Problem description: Find the word "name" in the data. Return every line where it appears.

Material provided:
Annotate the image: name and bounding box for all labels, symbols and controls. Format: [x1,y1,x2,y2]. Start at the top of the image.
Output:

---

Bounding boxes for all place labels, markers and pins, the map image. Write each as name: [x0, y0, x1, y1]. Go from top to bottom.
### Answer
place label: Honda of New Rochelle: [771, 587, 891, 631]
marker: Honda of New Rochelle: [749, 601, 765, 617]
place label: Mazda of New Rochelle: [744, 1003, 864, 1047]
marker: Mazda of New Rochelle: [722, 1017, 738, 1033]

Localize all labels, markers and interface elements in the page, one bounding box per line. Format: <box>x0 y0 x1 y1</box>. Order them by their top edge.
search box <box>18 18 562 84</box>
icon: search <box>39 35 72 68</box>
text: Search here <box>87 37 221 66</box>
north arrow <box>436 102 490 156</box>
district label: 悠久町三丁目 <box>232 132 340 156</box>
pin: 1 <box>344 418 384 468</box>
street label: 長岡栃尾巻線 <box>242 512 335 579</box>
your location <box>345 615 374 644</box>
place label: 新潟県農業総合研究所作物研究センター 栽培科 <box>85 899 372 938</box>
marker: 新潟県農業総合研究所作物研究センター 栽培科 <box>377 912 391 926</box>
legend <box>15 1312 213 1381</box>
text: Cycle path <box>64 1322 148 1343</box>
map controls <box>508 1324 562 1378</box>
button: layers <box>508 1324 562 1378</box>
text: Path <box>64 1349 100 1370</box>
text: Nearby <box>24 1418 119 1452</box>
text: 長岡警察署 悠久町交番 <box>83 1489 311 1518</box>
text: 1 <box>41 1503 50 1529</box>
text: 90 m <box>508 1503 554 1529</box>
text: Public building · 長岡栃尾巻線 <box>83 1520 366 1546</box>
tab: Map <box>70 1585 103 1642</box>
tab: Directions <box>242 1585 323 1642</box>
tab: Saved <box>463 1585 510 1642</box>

...

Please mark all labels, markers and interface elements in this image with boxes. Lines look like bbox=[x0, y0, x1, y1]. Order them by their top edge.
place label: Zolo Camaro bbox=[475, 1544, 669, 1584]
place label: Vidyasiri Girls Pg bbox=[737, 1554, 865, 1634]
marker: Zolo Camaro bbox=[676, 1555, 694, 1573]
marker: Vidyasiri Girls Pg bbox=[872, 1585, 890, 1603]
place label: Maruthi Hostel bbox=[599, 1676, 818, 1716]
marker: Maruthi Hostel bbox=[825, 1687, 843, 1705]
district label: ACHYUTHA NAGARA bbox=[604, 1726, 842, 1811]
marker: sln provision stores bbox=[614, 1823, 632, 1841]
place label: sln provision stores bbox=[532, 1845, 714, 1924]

Exercise solution:
Annotate the image: name and bounding box for all labels, symbols and controls. Format: [x1,y1,x2,y2]. Start at the top of the image.
Bounding boxes for all place labels, markers and pins, the map image. Write each as name: [x0, y0, x1, y1]. Go from top to bottom.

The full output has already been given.